Photographer: Daniel Acker/Bloomberg

B/E Aerospace Bosses Stand to Lose $100 Million If Deal Thwarted

  • Investors push against company’s takeover by Rockwell Collins
  • Payouts would include severance, bonuses, medical coverage

Six B/E Aerospace Inc. executives stand to lose about $100 million in severance payments and benefits if activist shareholders block their company’s takeover by Rockwell Collins Inc.

The compensation may be in jeopardy as Starboard Value LP, Jeff Smith’s activist fund, pressures Rockwell Collins to reconsider the $6.4 billion purchase and explore selling itself. B/E Aerospace had granted the golden parachutes to senior executives for arranging the sale announced Oct. 23, according to a regulatory filing.

Amin Khoury, who co-founded the aerospace supplier in 1987, has the most at stake: at least $38 million in cash and benefits including a five-year consulting contract; an office with assistant; and lifetime medical benefits, according to the Nov. 23 filing.

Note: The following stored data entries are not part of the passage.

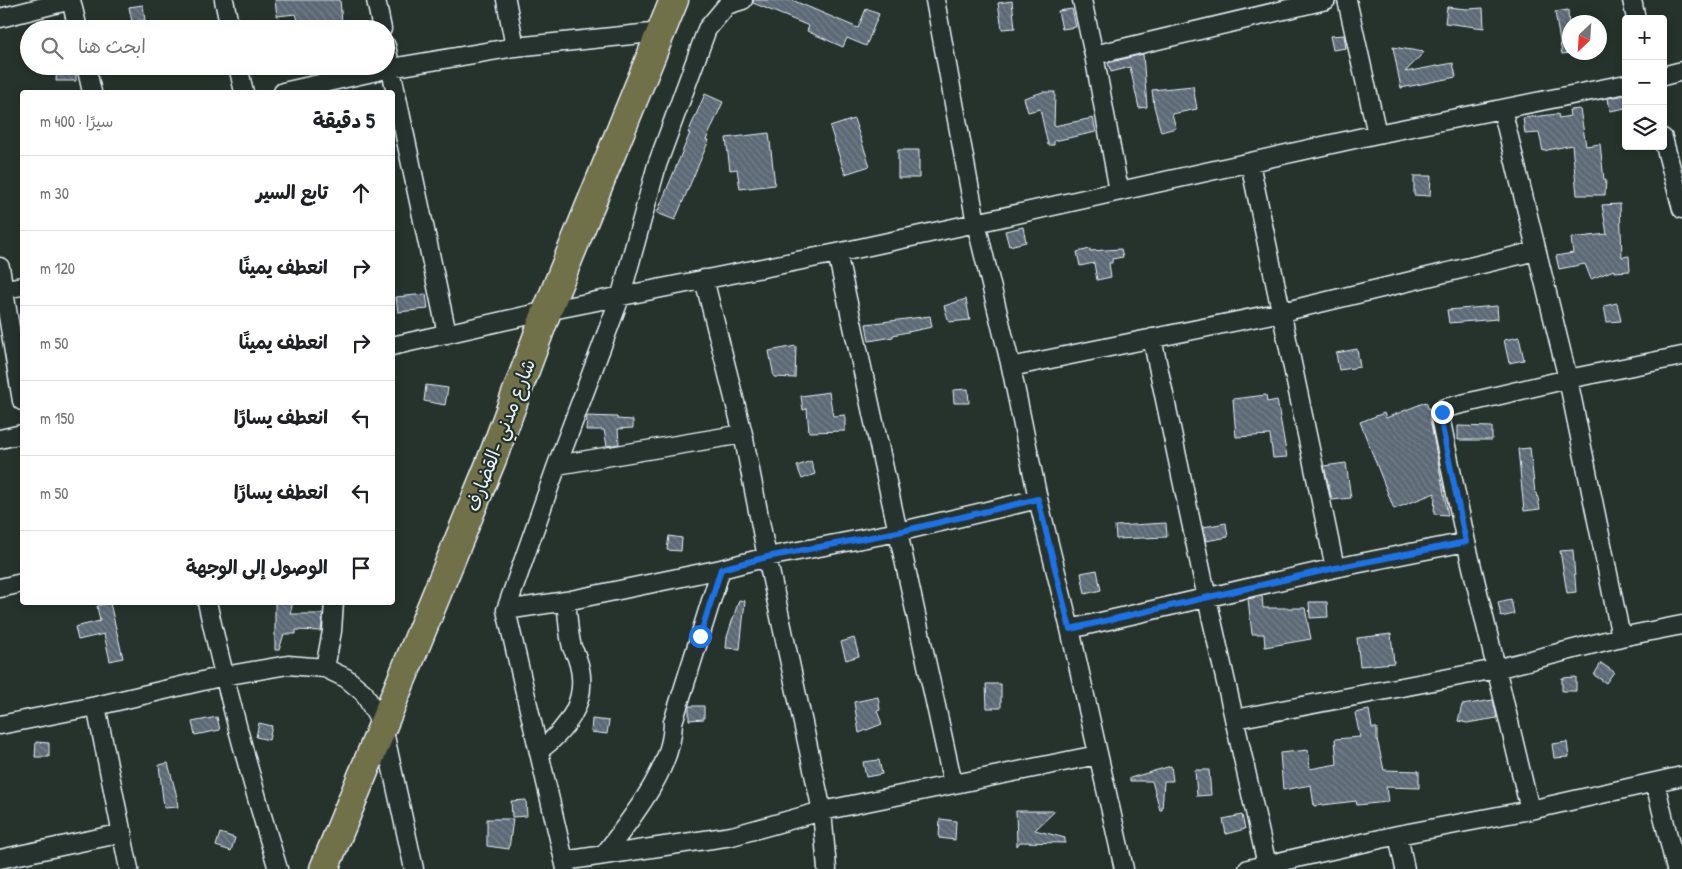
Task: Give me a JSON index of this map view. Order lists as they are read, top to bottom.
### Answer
{
  "streets": {
    "highway": ["شارع مدني -القضارف"]
  },
  "north": "bottom left",
  "page": {
    "map_buttons": ["+", "−"],
    "search": "ابحث هنا",
    "heading": ["5 دقيقة", "سيرًا · 400 m"],
    "list": [
      ["تابع السير", "30 m"],
      ["انعطف يمينًا", "120 m"],
      ["انعطف يمينًا", "50 m"],
      ["انعطف يسارًا", "150 m"],
      ["انعطف يسارًا", "50 m"],
      "الوصول إلى الوجهة"
    ]
  }
}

His top lieutenants stand to reap equity awards that’ll pay out in full; deal bonuses; and severance payments worth at least $60 million, according to data compiled by Bloomberg.

The generous exit arrangements, containing perks that have become rare amid closer investor scrutiny of executive compensation, add to a deal that already wasn’t cheap. After an earlier overture was rebuffed, Rockwell Collins agreed to buy B/E Aerospace at a 23 percent premium and assume $1.9 billion of debt.

The compensation arrangements were in place long before the start of merger talks, said Pam Tvrdy, a Rockwell Collins spokeswoman. “All payments that are being made are part of a package that was approved by the B/E Aerospace board of directors,” she said by telephone. “We were not part of approving any of the executives employment agreements or equity compensation.”

A spokesman for B/E Aerospace didn’t return phone calls requesting comment.

Starboard and at least three other Rockwell Collins’ investors are planning to reject the B/E Aerospace deal in favor of a sale, Bloomberg News reported Wednesday.

Ex-Spouse Coverage

The bulk of Khoury’s potential windfall comes from $20.4 million in equity awards that’ll settle in cash and a $16.8 million transaction bonus. Rockwell is required to provide lifetime health insurance for his family, including his ex-spouse, pay him $209,400 a year for consulting services and cover his business travel on similar terms as when he was chairman of B/E Aerospace. The filing didn’t specify a dollar value of the benefits.

Chief Executive Officer Werner Lieberherr, who had agreed to stay on as an executive vice president in the combined company, would reap at least $33.7 million including two separate bonuses, severance and equity awards that’ll settle in cash. Merging companies rarely settle equity awards and pay severance to an executive who gets a job in the new entity. Equity outstanding typically is replaced by similar grants from the combined company.

VP Payouts

Chief Financial Officer Joseph Lower, and Ryan Patch, Sean Cromie and Tommy Plant, who are vice presidents, would receive between $10.2 million and $3.78 million. The B/E Aerospace board will amend Cromie’s and Plant’s employment agreements to provide severance benefits equal to least two times their annual salaries -- double the sum in their existing contracts.

B/E Aerospace’s board determined in 2013 that it “would favorably consider” transaction bonuses to senior executives in case of a change in control of the company, according to the filing. Rockwell Collins’ board, aware of the largesse, said the “substantial payments” B/E Aerospace’s bosses would receive in connection with the merger were among the potential negative factors considered, the filing shows.

B/E Aerospace’s board hired Golden Parachute Tax Solutions LLC, a tax advisory firm, to advise on adjustments to executives’ exit payments to minimize taxes they’d be due. The company must also pay for such services for Khoury and Lower.

The payouts stand in contrast to the culture of down-to-earth Midwestern Rockwell Collins, where CEO Kelly Ortberg doesn’t have a reserved parking space at the company’s Cedar Rapids, Iowa headquarters.

Ortberg received $7.1 million last year to Khoury’s $9.2 million, although Rockwell Collins has double the enterprise value of the company it is acquiring. Khoury tallied $134,573 in costs for personal use of company aircraft last year. Rockwell Collins allows executives to travel on corporate planes “on a very limited basis” but didn’t list any such expenses for Ortberg in its 2015 proxy statement.